Таких чудес и волшебства не знали дворцы Армиды, воспетые в поэме Тассо.

Король занял свое место за столом и указал справа от себя стул Эмме Лайонне, слева — Нельсону и напротив — сэру Уильяму.

Остальные гости разместились согласно этикету на большем или меньшем расстоянии от короля.

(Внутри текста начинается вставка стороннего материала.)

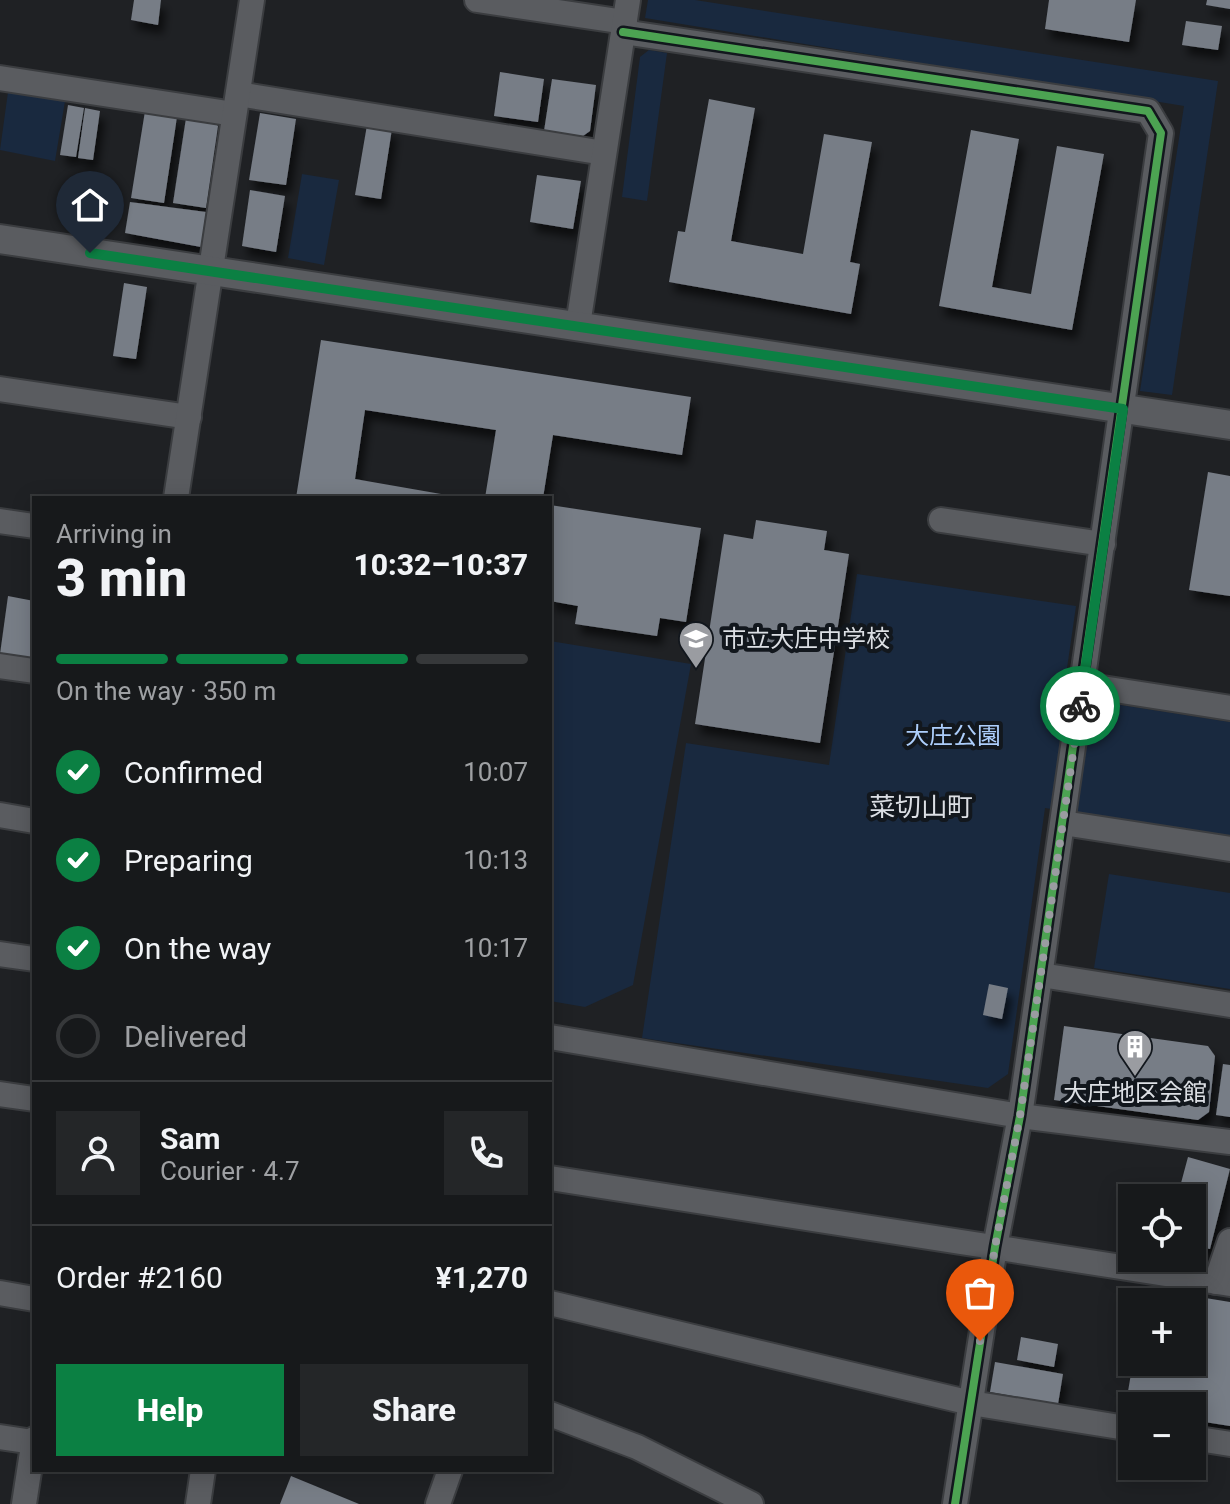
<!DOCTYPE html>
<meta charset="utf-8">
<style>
body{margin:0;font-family:Roboto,"Noto Sans JP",sans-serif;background:#242628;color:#f1f3f6;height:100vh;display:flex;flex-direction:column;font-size:30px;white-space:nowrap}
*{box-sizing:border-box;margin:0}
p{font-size:26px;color:#9ea0a3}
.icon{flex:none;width:44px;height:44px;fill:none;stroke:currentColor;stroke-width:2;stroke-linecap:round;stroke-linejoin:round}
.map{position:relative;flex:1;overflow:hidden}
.panel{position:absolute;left:32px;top:496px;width:520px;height:976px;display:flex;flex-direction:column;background:#17191b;border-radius:0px;box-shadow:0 4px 20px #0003,0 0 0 2px #36383a}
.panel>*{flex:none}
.controls{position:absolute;left:1118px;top:1184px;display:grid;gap:16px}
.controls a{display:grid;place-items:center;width:88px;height:88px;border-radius:0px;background:#17191b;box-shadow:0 4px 20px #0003,0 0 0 2px #36383a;font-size:40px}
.pin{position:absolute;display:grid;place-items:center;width:68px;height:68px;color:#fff;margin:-82px -34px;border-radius:50% 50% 50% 0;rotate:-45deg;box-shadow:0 0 8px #0007}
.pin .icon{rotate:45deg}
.courier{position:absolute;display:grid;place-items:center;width:80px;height:80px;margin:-40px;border:6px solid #0b8043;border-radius:50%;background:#fff;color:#222;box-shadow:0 2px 10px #0007}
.summary em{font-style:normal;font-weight:800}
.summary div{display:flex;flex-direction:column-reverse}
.summary{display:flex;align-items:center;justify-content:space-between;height:136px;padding:0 24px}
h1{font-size:52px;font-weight:800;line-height:60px}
.bar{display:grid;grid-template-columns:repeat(4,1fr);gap:12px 8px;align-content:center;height:96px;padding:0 24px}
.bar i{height:10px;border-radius:6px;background:#36383a}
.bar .selected{background:#0b8043}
.bar p{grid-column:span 4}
.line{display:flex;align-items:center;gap:20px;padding:0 24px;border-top:2px solid #36383a}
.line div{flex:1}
.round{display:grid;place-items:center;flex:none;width:84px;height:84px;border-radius:0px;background:#242628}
ol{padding:0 24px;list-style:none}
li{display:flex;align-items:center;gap:24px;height:88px}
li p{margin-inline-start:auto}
li .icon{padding:8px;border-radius:50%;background:#0b8043;color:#fff;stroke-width:4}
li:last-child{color:#9ea0a3}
li i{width:44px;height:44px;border:4px solid #36383a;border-radius:50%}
.cta{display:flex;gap:16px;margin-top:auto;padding:16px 24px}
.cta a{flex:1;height:92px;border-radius:0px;background:#0b8043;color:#fff;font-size:32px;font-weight:800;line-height:92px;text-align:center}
.cta a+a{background:#242628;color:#f1f3f6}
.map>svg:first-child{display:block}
</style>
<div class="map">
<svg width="1230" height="1504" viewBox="0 0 1230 1504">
<defs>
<filter id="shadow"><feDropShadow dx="5" dy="9" stdDeviation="4" flood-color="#0009"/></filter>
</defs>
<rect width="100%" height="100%" fill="#1f2124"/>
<g fill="#19293f">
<path d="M648,0H695L1218,81L1172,395L1140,391L1184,106L645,18Z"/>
<path d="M649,50L667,53L647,201L622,197L640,57Z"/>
<path d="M8,92L65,101L55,161L0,150Z"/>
<path d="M302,174L339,180L324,265L288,258Z"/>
<path d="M857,574L1076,606L1063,696L1230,722V836L1045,808L1008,1074L988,1088L642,1038L686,743L829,765Z"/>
<path d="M550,641L691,664L633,985L585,1007L550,1001Z"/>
<path d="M1109,874L1230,893V989L1094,968Z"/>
</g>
<g fill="#777d86" filter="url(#shadow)">
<path d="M134,0H161L158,25L131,20Z"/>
<path d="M1049,0H1136L1129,42L1045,29Z"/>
<path d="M1207,0H1230V9L1206,5Z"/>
<path d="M1186,21L1222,26L1218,50L1182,45Z"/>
<path d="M500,72L544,79L538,122L494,116Z"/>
<path d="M552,79L596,85L590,131L583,136L544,131Z"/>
<path d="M709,99L755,108L731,241L803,254L824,134L872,142L850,262L860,264L851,314L669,282L678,231L685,232Z"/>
<path d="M68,105L84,108L76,157L60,155Z"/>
<path d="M85,108L100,111L93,160L78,158Z"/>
<path d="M145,111L177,117L164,203L131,198Z"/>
<path d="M260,113L296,119L286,185L249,180Z"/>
<path d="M186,118L214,122L218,126L206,208L173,203Z"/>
<path d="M367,125L392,129L381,199L355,195Z"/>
<path d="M971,130L1019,139L992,287L1031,294L1057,146L1104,154L1072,330L939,306Z"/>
<path d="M537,175L581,181L573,229L530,222Z"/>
<path d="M250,190L285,196L276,252L242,246Z"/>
<path d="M130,202L206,212L201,247L125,233Z"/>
<path d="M124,283L147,287L136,359L113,356Z"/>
<path d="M321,340L691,397L682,455L553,435L543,498H485L496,430L365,410L355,479L464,498H296Z"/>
<path d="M1208,472L1230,476V596L1189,590Z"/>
<path d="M550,505L701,528L686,622L660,618L657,636L575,624L578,606L550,601Z"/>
<path d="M756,520L827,531L824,550L849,554L820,743L695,724L724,534L753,539Z"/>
<path d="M8,596L34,601V660L0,654Z"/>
<path d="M989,984L1008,988L1002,1019L983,1015Z"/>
<path d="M1064,1026L1208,1046L1215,1056L1209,1112L1198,1120L1054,1100Z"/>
<path d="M1223,1064L1230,1065V1117L1216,1115Z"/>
<path d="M1188,1157L1230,1169L1210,1249L1192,1245V1198H1177Z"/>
<path d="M1132,1286L1230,1302V1426L1192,1420V1406H1132V1410L1125,1409L1133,1362H1192V1302H1132V1331L1125,1329Z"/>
<path d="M1021,1337L1058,1344L1054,1367L1017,1360Z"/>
<path d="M995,1362L1063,1374L1058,1404L990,1392Z"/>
<path d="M291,1476L359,1504H280Z"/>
</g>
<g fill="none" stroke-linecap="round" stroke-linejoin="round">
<defs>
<g id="minor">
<path d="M477,0L625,22"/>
<path d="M623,32L1148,111L1161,133L1020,1116L995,1247L955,1504"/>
<path d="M0,78L234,114"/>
<path d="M238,94L604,153"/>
<path d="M578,325L628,0"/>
<path d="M0,389L189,417"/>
<path d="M176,498L252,0"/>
<path d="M941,520L1103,544"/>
<path d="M0,521L34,526"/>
<path d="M0,666L34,671"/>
<path d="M1083,685L1230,708"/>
<path d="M0,815L34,821"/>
<path d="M1063,823L1230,849"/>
<path d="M0,954L34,959"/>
<path d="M1041,975L1230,1005"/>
<path d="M550,1037L1020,1116L1230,1142"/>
<path d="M0,1094L34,1099"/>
<path d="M550,1178L1230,1284"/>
<path d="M1216,1282L1230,1241"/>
<path d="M0,1293L34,1299"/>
<path d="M550,1303L971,1403L1132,1429"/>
<path d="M550,1414L637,1447L751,1504"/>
<path d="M0,1437L33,1442"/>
<path d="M1192,1438L1230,1444"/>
<path d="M24,1504L34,1439"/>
<path d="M198,1504L203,1470"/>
<path d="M438,1504L450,1470"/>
</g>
<path id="tertiary" d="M0,239L1230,425"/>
</defs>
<use href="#minor" stroke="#3b3d40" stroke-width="28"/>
<use href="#tertiary" stroke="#3b3d40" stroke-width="32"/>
<use href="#minor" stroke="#5a5c60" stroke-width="24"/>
<use href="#tertiary" stroke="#5a5c60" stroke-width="28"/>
<defs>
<path id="cycleway" d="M623,32L1148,111L1161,133L1020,1116L995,1247L955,1504"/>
</defs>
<use href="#cycleway" stroke="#12171d" stroke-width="13"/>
<use href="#cycleway" stroke="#4ca352" stroke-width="8"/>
</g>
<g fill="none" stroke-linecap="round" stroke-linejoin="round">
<path stroke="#9a9ca1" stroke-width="8" stroke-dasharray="0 14.4" d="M980,1341L995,1247L1020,1116L1080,706"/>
<path stroke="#0b8043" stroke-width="10" d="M90,253L1123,409L1080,706"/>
</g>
<defs>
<symbol id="school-pin" viewBox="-11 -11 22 30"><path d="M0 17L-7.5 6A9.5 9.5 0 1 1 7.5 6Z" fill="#9a9ca1" stroke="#12171d"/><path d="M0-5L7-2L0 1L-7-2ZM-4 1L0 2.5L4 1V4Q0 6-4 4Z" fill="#fff"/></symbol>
<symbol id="building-pin" viewBox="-11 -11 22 30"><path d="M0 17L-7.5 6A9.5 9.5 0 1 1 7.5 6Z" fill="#9a9ca1" stroke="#12171d"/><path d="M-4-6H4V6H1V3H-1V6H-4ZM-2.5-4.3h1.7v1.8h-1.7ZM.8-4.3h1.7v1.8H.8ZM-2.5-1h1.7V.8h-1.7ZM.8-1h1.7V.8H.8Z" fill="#fff"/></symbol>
</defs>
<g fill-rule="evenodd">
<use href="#school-pin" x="676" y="619" width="40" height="54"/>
<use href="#building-pin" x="1115" y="1027" width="40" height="54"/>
</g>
<g text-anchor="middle" stroke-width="8" stroke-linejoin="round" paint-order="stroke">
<g font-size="24" fill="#dcdfe4" stroke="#12171d" text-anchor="start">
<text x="722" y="647">市立大庄中学校</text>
<text x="1135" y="1101" text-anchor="middle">大庄地区会館</text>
</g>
<g font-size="24" fill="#adcefb" stroke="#12171d">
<text x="953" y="744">大庄公園</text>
</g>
<g font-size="26" fill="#dcdfe4" stroke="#12171d">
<text x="921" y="816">菜切山町</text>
</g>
</g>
</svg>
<div class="controls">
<a><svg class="icon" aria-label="locate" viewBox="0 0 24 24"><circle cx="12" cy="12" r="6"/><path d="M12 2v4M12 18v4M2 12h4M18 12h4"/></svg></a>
<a>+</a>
<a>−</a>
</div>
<div class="pin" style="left:980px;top:1341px;background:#ea580c"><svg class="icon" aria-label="bag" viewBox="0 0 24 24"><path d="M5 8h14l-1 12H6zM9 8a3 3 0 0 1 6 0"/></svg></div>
<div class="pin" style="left:90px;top:253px;background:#1f2937"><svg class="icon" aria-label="home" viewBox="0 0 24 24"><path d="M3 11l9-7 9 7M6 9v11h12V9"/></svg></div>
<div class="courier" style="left:1080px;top:706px"><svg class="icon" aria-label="bike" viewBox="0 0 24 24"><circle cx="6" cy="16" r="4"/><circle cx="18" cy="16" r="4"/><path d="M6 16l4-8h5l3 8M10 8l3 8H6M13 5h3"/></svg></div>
<section class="panel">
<div class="summary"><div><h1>3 min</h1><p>Arriving in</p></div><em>10:32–10:37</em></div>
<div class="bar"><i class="selected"></i><i class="selected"></i><i class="selected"></i><i></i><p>On the way · 350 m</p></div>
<ol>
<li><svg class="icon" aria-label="check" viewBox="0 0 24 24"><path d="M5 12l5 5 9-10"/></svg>Confirmed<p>10:07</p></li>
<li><svg class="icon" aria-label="check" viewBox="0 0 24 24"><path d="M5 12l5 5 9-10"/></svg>Preparing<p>10:13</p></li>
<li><svg class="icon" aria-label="check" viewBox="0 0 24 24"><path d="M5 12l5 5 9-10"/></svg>On the way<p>10:17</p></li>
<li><i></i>Delivered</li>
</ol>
<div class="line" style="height:144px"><a class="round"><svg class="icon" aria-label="person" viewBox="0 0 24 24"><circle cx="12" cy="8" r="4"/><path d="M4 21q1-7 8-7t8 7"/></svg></a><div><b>Sam</b><p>Courier · 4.7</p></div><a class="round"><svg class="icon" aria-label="phone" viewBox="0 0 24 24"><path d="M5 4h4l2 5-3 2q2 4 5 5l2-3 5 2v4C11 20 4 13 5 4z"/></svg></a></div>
<div class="line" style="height:104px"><div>Order #2160</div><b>¥1,270</b></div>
<div class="cta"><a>Help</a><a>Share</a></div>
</section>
</div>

Когда все уселись, Фердинанд обвел взглядом обширный круг сотрапезников. Может быть, он вспомнил, что тот, кто имел наибольшее право сидеть за праздничным столом, отсутствует и даже отвергнут, и прошептал про себя имя кардинала Руффо.

Но не такой человек был Фердинанд, чтобы долго задерживаться на доброй мысли, если она несла за собою упрек в неблагодарности.

Он тряхнул головой, сложил губы в привычную хитрую улыбку, и так же как по возвращении в Казерту после бегства из Рима он говорил: «Здесь нам лучше, чем на дороге в Альбано!» — теперь, потерев руки и вспоминая шторм, в который он попал во время бегства на Сицилию, король изрек: «Здесь нам лучше, чем по пути в Палермо!»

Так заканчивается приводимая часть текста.